Há outro tema que se chama “Relações recíprocas”, que pretende mostrar que nenhum artista trabalha sozinho e que toda a obra é feita de troca, comunicação e apropriação de coisas que o Almada torna suas e recria, fazendo aí uma coisa que já é diferente. E a colaboração entre artistas era uma ideia que lhe era cara: desde a revista ‘Orfeu’, aos bailados, a essa lanterna mágica que falei, até ao trabalho de colaboração com o arquiteto Porfírio Pardal Monteiro, numa pretensão de arte total. É isso que está em causa nas tentativas de fazer os bailados à semelhança do que faziam os Ballet Russes, em Paris, que iam buscar o Picasso para fazer figurinos, o Eric Satié para a música. Quanto aos outros núcleos, temos um chamado “Ver”, que reflete os seus estudos sobre a geometria que existe nas composições pictóricas desde a antiguidade até ao presente. Depois há um núcleo de auto-retratos, um núcleo de estudos e trabalhos ligados à representação do corpo, do movimento, do rosto, um outro que se chama ‘Performare’, que tem a ver com o lado performativo do Almada, o ‘Espaço público/espaço privado’, que tem a ver com as obras que fez de encomenda para esses espaços e que junta obras que normalmente não seriam vistas em conjunto, como os quadros que fez para o Bristol Club, para A Brasileira ou para a Alfaiataria Cunha estão ao lado de estudos para vitrais, desenhos de azulejos. Encomendas antes e depois do Estado Novo e cujo contraste está aí refletido.

 Mariana Pinto dos Santos, além de historiadora de arte é a editora da obra literária de Almada Negreiros (Gerardo Santos / Global Imagens)

Mariana Pinto dos Santos, além de historiadora de arte é a editora da obra literária de Almada Negreiros (Gerardo Santos / Global Imagens)

Falando em público e privado, de onde vieram as peças para esta exposição?
Parte deste acervo está na Fundação Gulbenkian, que tem um coleção grande de obras do Almada Negreiros e também um depósito com obras suas.

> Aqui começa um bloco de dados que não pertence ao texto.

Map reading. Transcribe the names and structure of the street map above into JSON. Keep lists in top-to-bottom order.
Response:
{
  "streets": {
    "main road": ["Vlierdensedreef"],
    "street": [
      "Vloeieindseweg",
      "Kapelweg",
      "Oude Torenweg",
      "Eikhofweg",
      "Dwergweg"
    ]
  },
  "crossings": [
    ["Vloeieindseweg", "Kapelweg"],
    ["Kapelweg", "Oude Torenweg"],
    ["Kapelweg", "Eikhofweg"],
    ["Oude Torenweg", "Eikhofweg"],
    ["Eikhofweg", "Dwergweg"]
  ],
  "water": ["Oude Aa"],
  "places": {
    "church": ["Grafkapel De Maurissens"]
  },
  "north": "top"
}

Portanto, há uma parte que vem daqui, mas houve também uma investigação grande que permitiu localizar outras obras, algumas já conhecidas mas que já não se viam há muito tempo e outras que são inéditas, de coleções particulares, e que vão ser mostradas pela primeira vez aqui.

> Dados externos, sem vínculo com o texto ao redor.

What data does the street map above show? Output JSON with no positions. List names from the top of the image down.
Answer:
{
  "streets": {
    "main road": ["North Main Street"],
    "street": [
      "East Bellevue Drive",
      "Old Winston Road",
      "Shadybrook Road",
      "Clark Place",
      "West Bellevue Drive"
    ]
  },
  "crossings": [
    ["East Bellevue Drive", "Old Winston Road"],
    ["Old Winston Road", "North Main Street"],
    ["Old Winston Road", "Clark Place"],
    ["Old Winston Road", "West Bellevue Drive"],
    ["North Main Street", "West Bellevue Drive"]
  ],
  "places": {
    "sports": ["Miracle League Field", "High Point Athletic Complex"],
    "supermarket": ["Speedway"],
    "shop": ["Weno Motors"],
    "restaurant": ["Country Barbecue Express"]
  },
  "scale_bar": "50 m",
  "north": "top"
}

E são todas provenientes de Portugal?
Há uma que vem do estrangeiro, do Brasil. Saiu do país em 1975 e que nunca foi exposta cá.

Quando surgiu a ideia de fazer esta exposição e quanto tempo demorou a concretizá-la?
O convite surge no final de 2013, por parte da Isabel Carlos [diretora do Centro de Arte Moderna, à época] e creio que veio de uma vontade da Fundação Gulbenkian, tendo tantas obras do Almada no seu acervo, fazer uma exposição antológica deste artista. O trabalho em concreto para a exposição começa a partir daí, no início de 2014.

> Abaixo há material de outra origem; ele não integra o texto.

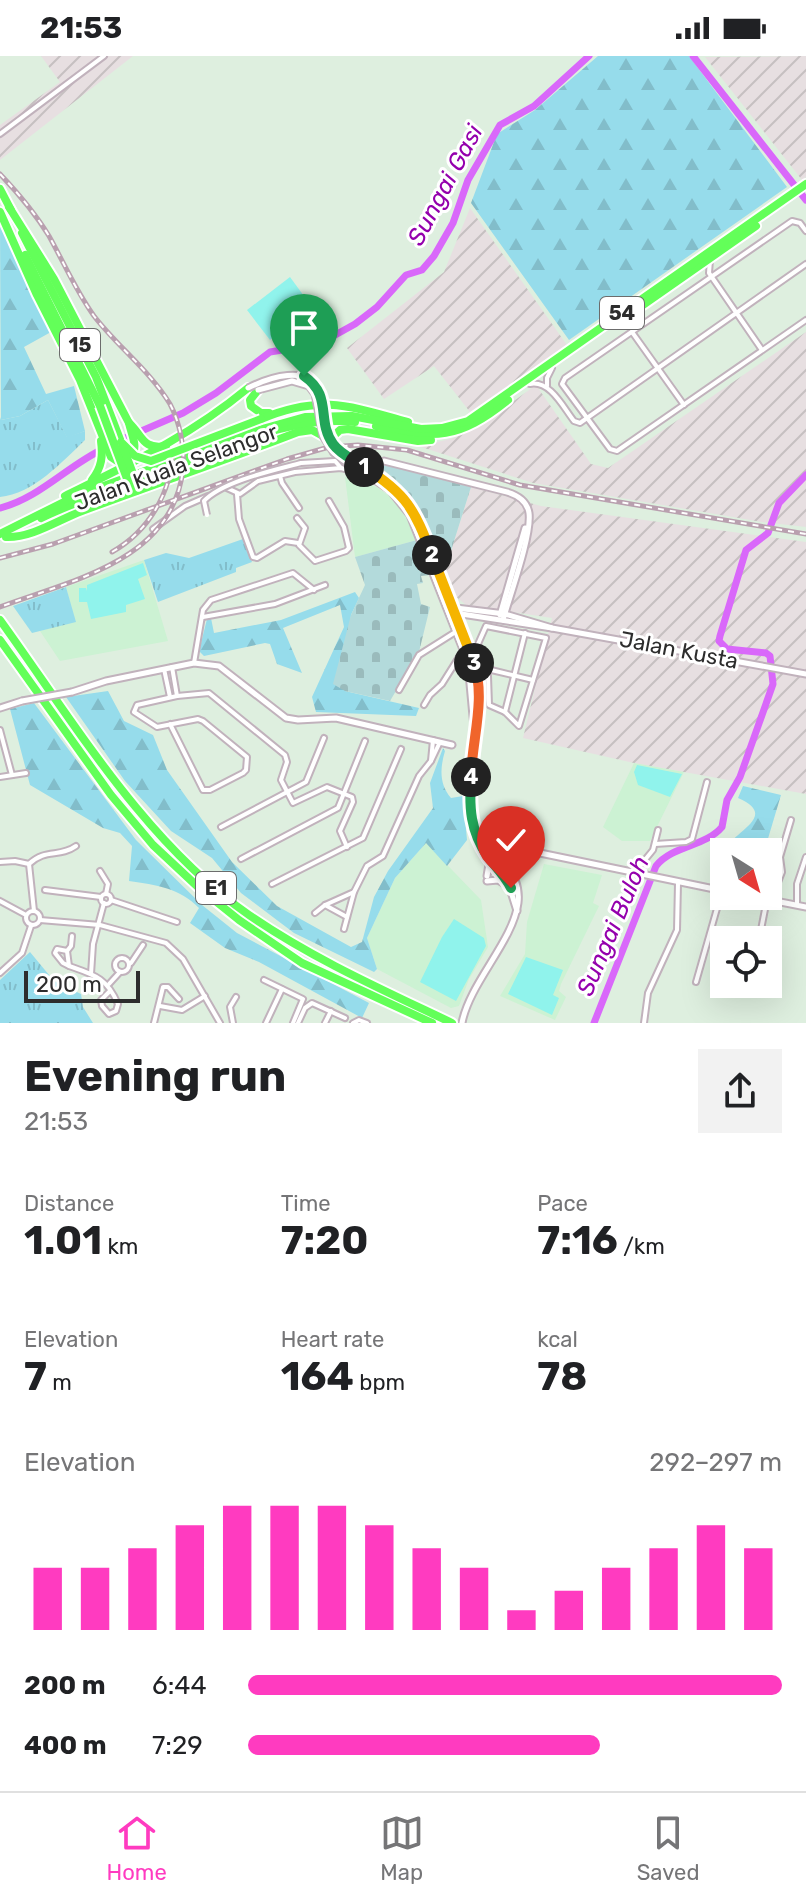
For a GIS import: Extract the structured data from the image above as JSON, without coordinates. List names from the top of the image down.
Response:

E o seu interesse pela obra do Almada Negreiros surge porquê?
Primeiro começo pela obra literária do Almada. Na verdade, eu estudei em mestrado, o Ernesto de Sousa – de quem também vamos mostrar aqui trabalho – mas sempre numa perspetiva de que eles sirvam para pensar o seu tempo e para estabelecer relações. E esta mostra sobre o Almada também permite pensar outras coisas: conceitos de modernismo e de modernidade, relações entre artistas, produção em regimes ditatoriais e antes dos regimes ditatoriais, etc. E no Ernesto de Sousa também aconteceu isso e, às tantas, uma das coisas que ele faz é ter esta relação com o Almada Negreiros e essa relação interessou-me imenso. Do ponto de vista plástico e performativo o meu interesse e estudo pelo Almada surge por via do Ernesto de Sousa.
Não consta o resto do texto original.